What lines of the listing below contain the word "text"? Copy each of them out.
(RECORD SET)
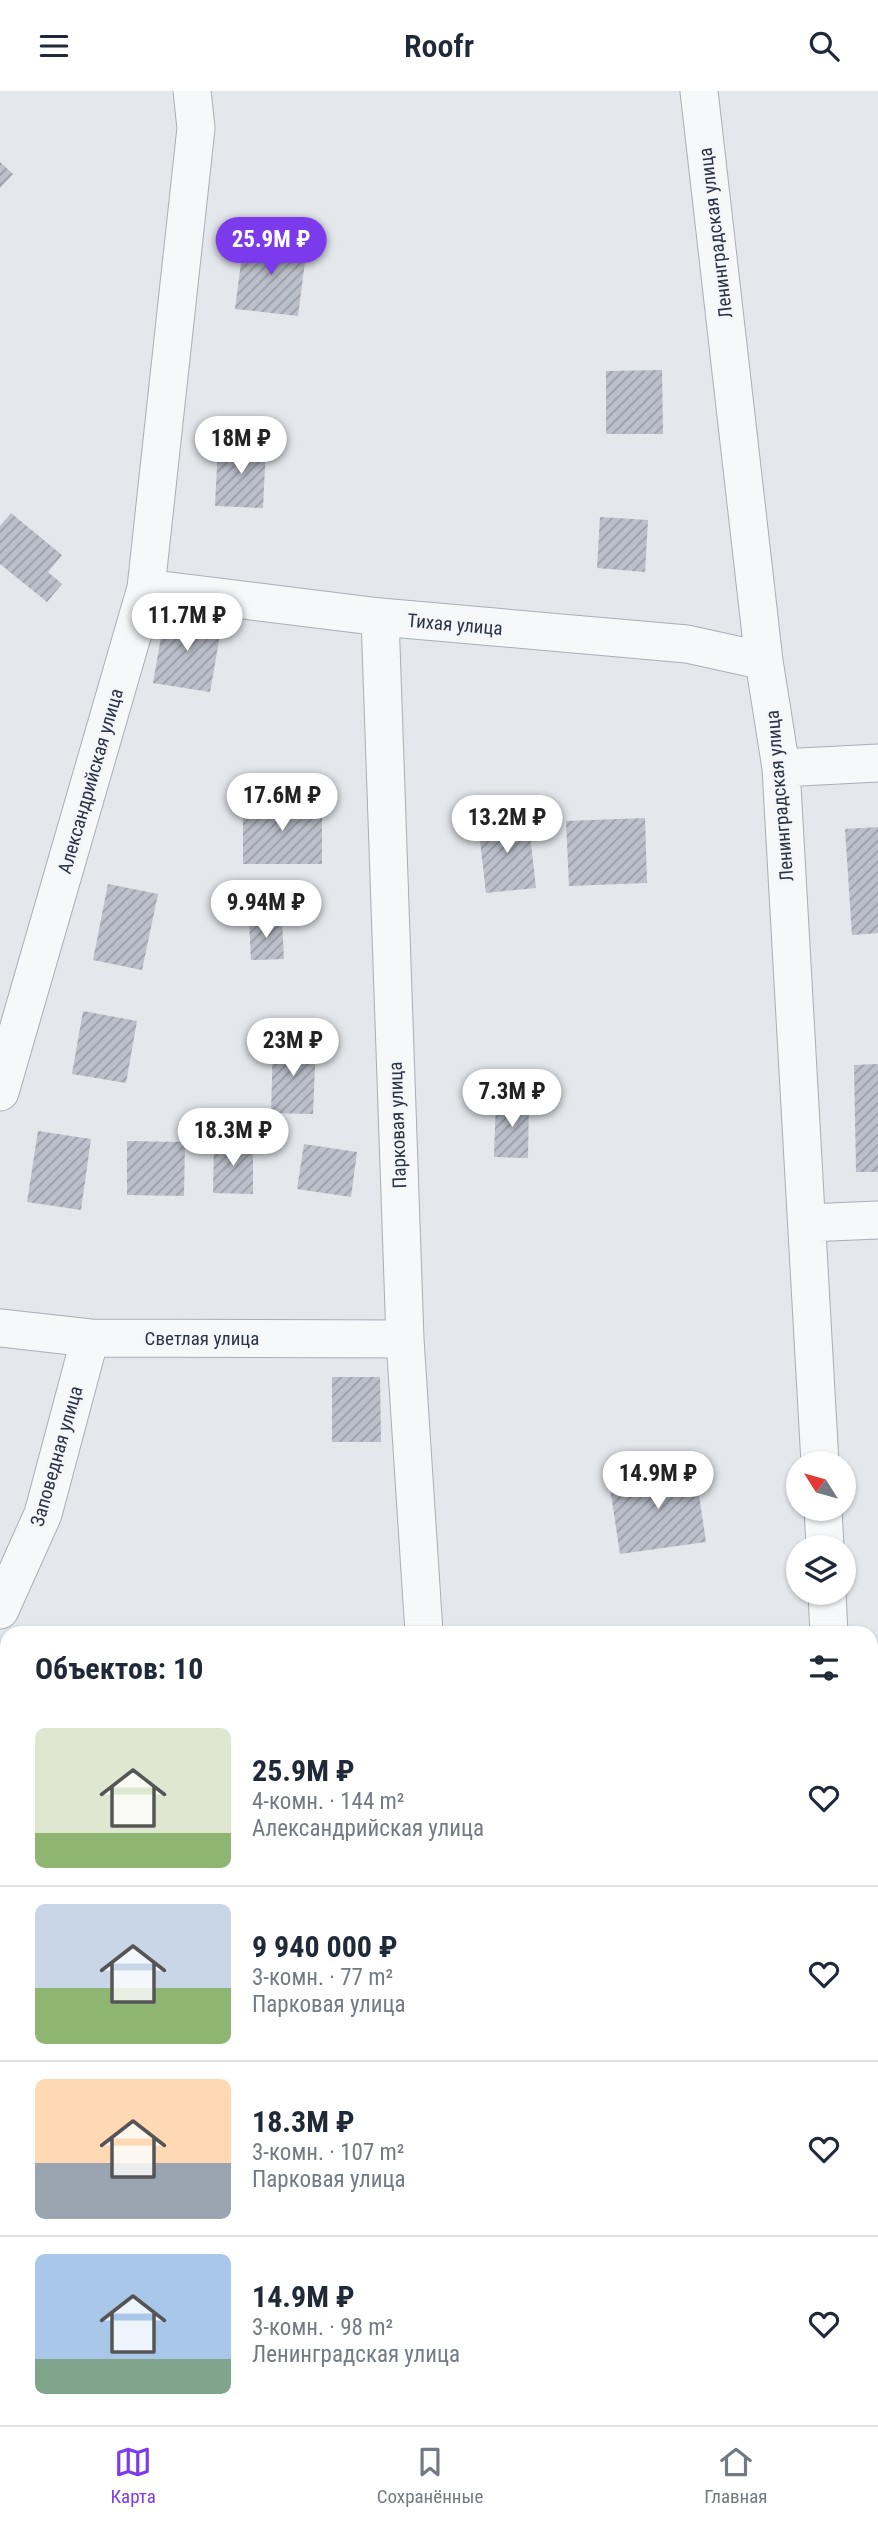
<!DOCTYPE html>
<html lang="ru">
<meta charset="utf-8">
<style>
body{margin:0;font-family:"Roboto Condensed",sans-serif;background:#f2f2f3;color:#1f2937;height:100vh;display:flex;flex-direction:column;font-size:26px;white-space:nowrap}
*{box-sizing:border-box;margin:0}
p{font-size:23px;color:#747a83}
.icon{flex:none;width:38px;height:38px;fill:none;stroke:currentColor;stroke-width:2;stroke-linecap:round;stroke-linejoin:round}
.map{position:relative;flex:1;overflow:hidden}
.panel{position:absolute;left:0px;top:1535px;width:878px;height:800px;display:flex;flex-direction:column;background:#fff;border-radius:21px 21px 0 0;box-shadow:0 2px 5px #0004}
.panel>*{flex:none}
.needle{width:46px;rotate:307deg}
.buttons{position:absolute;left:786px;top:1360px;display:grid;gap:14px}
.buttons a{display:grid;place-items:center;width:70px;height:70px;border-radius:50%;background:#fff;box-shadow:0 2px 5px #0004;font-size:35px}
.price{position:absolute;translate:-50% -60px;padding:0 16px;border-radius:24px;background:#fff;color:#222;font-size:23px;line-height:46px;filter:drop-shadow(0 2px 4px #0008)}
.price::after{content:'';position:absolute;left:50%;top:42px;width:21px;height:16px;margin-left:-10px;background:inherit;clip-path:polygon(0 0,100% 0,50% 100%)}
.price.current{background:#7c3aed;color:#fff}
ul{padding:0;list-style:none}
li{display:flex;align-items:center;gap:21px;height:175px;padding:0 35px}
li+li{border-top:2px solid #e0e1e3}
li span{display:grid;place-items:center;flex:none;width:196px;height:140px;border-radius:10px;color:#555}
li>.icon{margin-inline-start:auto}
span .icon{width:84px;height:84px;fill:#fffc;stroke-width:1}
li b{font-size:30px}
h2{display:flex;justify-content:space-between;align-items:center;height:84px;padding:0 35px;font-size:30px}
header{display:flex;justify-content:space-between;align-items:center;height:91px;padding:0 35px;background:#fff;font-size:32px;font-weight:600}
.menu{display:flex;justify-content:space-around;align-items:center;height:98px;border-top:2px solid #e0e1e3;background:#fff;font-size:19px;color:#747a83}
.menu a{display:grid;justify-items:center;gap:4px}
.menu .current{color:#7c3aed}
.map>svg:first-child{display:block}
.forest{fill:url(#forest-crowns)}
.building{fill:url(#building-hatch)}
.lines{fill:none;stroke-linecap:round;stroke-linejoin:round}
.minor-casing{stroke:#a9aeb7;stroke-width:39}
.minor{stroke:#f7f8fa;stroke-width:37}
.labels{text-anchor:middle;stroke-width:5;stroke-linejoin:round;paint-order:stroke}
.street-label{font-size:19px;fill:#2b3445;stroke:#f4f6f9}
</style>
<header><svg class="icon" aria-label="menu" viewBox="0 0 24 24"><path d="M4 6h16M4 12h16M4 18h16"/></svg>Roofr<svg class="icon" aria-label="search" viewBox="0 0 24 24"><circle cx="10" cy="10" r="6"/><path d="M15 15l6 6"/></svg></header>
<div class="map">
<svg width="878" height="2334" viewBox="0 0 878 2334">
<defs>
<pattern id="forest-crowns" width="20" height="18" patternUnits="userSpaceOnUse" patternTransform="scale(1.75)"><rect width="20" height="18" fill="#c9d6c5"/><path d="M2 6a3 3 0 1 1 6 0M12 15a3 3 0 1 1 6 0" fill="none" stroke="#adb8ab"/></pattern>
<pattern id="building-hatch" width="6" height="6" patternUnits="userSpaceOnUse" patternTransform="scale(1.75)"><rect width="6" height="6" fill="#bbc0ca"/><path d="M-1 1l2-2M0 6l6-6M5 7l2-2" fill="none" stroke="#989da6"/></pattern>
</defs>
<rect width="100%" height="100%" fill="#e4e7ec"/>
<path class="forest" d="M878,2045V2334H790L792,2328H872V2065Z"/>
<path class="building" d="M0,71L13,83L0,97Z
M244,148L307,155L298,225L235,218Z
M662,279L663,343H606V280Z
M218,354L266,356L263,417L215,415Z
M11,422L62,464L48,481L62,493L47,511L0,473V435Z
M600,426L648,429L645,481L597,477Z
M165,523L222,533L210,601L153,592Z
M243,712H322V773H243Z
M528,726L536,797L486,802L478,732Z
M645,727L647,792L569,795L566,730Z
M878,736V842L852,844L845,738Z
M108,793L158,803L142,879L93,869Z
M282,829L284,868L251,869L249,830Z
M83,920L137,930L126,992L72,983Z
M273,950L316,952L313,1023L271,1022Z
M878,973V1081H856L854,974Z
M496,1008L529,1009L528,1067L494,1066Z
M38,1040L91,1048L81,1119L27,1111Z
M127,1050L185,1051L184,1105L127,1104Z
M214,1051H253V1103L213,1102Z
M304,1053L357,1061L351,1106L297,1098Z
M332,1286H380L381,1351H332Z
M695,1377L706,1451L620,1463L609,1390Z
M342,2328H381L389,2334H336Z"/>
<g class="lines">
<defs>
<path id="minor" d="M699,0L764,570L781,677L820,1372
M146,497L380,526L687,553L764,570
M380,526L405,1248L424,1542
M781,677L878,672
M0,1001L146,497L196,37L192,0
M808,1132L878,1129
M0,1237L90,1247L405,1248
M823,1418L825,1456
M827,1502L829,1542
M0,1519L43,1423L90,1247
M0,1958L7,1957
M566,2328L571,2332"/>
</defs>
<use href="#minor" class="minor-casing"/>
<use href="#minor" class="minor"/>
</g>
<g class="labels">
<g class="street-label">
<text transform="translate(715 142) rotate(-97)" y="7">Ленинградская улица</text>
<text transform="translate(455 533) rotate(5)" y="7">Тихая улица</text>
<text transform="translate(90 690) rotate(-74)" y="7">Александрийская улица</text>
<text transform="translate(779 705) rotate(-95)" y="7">Ленинградская улица</text>
<text transform="translate(397 1034) rotate(-92)" y="7">Парковая улица</text>
<text x="202" y="1254">Светлая улица</text>
<text transform="translate(56 1365) rotate(-74)" y="7">Заповедная улица</text>
</g>
</g>
</svg>
<div class="buttons">
<a><svg class="needle" viewBox="-14 -14 28 28"><path d="M0-13l5 13h-10z" fill="#e53935"/><path d="M0 13l5-13h-10z" fill="#747a83"/></svg></a>
<a><svg class="icon" aria-label="layers" viewBox="0 0 24 24"><path d="M12 4l9 5-9 5-9-5zM3 14l9 5 9-5"/></svg></a>
</div>
<b class="price current" style="left:271px;top:186px">25.9M ₽</b>
<b class="price" style="left:241px;top:385px">18M ₽</b>
<b class="price" style="left:187px;top:562px">11.7M ₽</b>
<b class="price" style="left:282px;top:742px">17.6M ₽</b>
<b class="price" style="left:507px;top:764px">13.2M ₽</b>
<b class="price" style="left:266px;top:849px">9.94M ₽</b>
<b class="price" style="left:293px;top:987px">23M ₽</b>
<b class="price" style="left:512px;top:1038px">7.3M ₽</b>
<b class="price" style="left:233px;top:1077px">18.3M ₽</b>
<b class="price" style="left:658px;top:1420px">14.9M ₽</b>
<section class="panel">
<h2>Объектов: 10<svg class="icon" aria-label="filters" viewBox="0 0 24 24"><path d="M4 7h16M4 17h16"/><circle cx="9" cy="7" r="2"/><circle cx="15" cy="17" r="2"/></svg></h2>
<ul>
<li><span style="background:linear-gradient(#dfe7d0 75%,#8fb573 0)"><svg class="icon" aria-label="home" viewBox="0 0 24 24"><path d="M3 11l9-7 9 7M6 9v11h12V9"/></svg></span><div><b>25.9M ₽</b><p>4-комн. · 144 m²</p><p>Александрийская улица</p></div><svg class="icon" aria-label="heart" viewBox="0 0 24 24"><path d="M12 20l-8-8c-3-5 5-10 8-4 3-6 11-1 8 4z"/></svg></li>
<li><span style="background:linear-gradient(#c9d6e8 60%,#8fb573 0)"><svg class="icon" aria-label="home" viewBox="0 0 24 24"><path d="M3 11l9-7 9 7M6 9v11h12V9"/></svg></span><div><b>9 940 000 ₽</b><p>3-комн. · 77 m²</p><p>Парковая улица</p></div><svg class="icon" aria-label="heart" viewBox="0 0 24 24"><path d="M12 20l-8-8c-3-5 5-10 8-4 3-6 11-1 8 4z"/></svg></li>
<li><span style="background:linear-gradient(#ffd9b3 60%,#9aa5b1 0)"><svg class="icon" aria-label="home" viewBox="0 0 24 24"><path d="M3 11l9-7 9 7M6 9v11h12V9"/></svg></span><div><b>18.3M ₽</b><p>3-комн. · 107 m²</p><p>Парковая улица</p></div><svg class="icon" aria-label="heart" viewBox="0 0 24 24"><path d="M12 20l-8-8c-3-5 5-10 8-4 3-6 11-1 8 4z"/></svg></li>
<li><span style="background:linear-gradient(#a9c7e8 75%,#7fa58c 0)"><svg class="icon" aria-label="home" viewBox="0 0 24 24"><path d="M3 11l9-7 9 7M6 9v11h12V9"/></svg></span><div><b>14.9M ₽</b><p>3-комн. · 98 m²</p><p>Ленинградская улица</p></div><svg class="icon" aria-label="heart" viewBox="0 0 24 24"><path d="M12 20l-8-8c-3-5 5-10 8-4 3-6 11-1 8 4z"/></svg></li>
</ul>
</section>
</div>
<nav class="menu">
<a class="current"><svg class="icon" aria-label="map" viewBox="0 0 24 24"><path d="M3 6l6-2 6 2 6-2v14l-6 2-6-2-6 2zM9 4v14M15 6v14"/></svg>Карта</a>
<a><svg class="icon" aria-label="saved" viewBox="0 0 24 24"><path d="M7 4h10v16l-5-4-5 4z"/></svg>Сохранённые</a>
<a><svg class="icon" aria-label="home" viewBox="0 0 24 24"><path d="M3 11l9-7 9 7M6 9v11h12V9"/></svg>Главная</a>
</nav>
(End RECORD SET)
#### TASK OUTPUT
.labels{text-anchor:middle;stroke-width:5;stroke-linejoin:round;paint-order:stroke}
<text transform="translate(715 142) rotate(-97)" y="7">Ленинградская улица</text>
<text transform="translate(455 533) rotate(5)" y="7">Тихая улица</text>
<text transform="translate(90 690) rotate(-74)" y="7">Александрийская улица</text>
<text transform="translate(779 705) rotate(-95)" y="7">Ленинградская улица</text>
<text transform="translate(397 1034) rotate(-92)" y="7">Парковая улица</text>
<text x="202" y="1254">Светлая улица</text>
<text transform="translate(56 1365) rotate(-74)" y="7">Заповедная улица</text>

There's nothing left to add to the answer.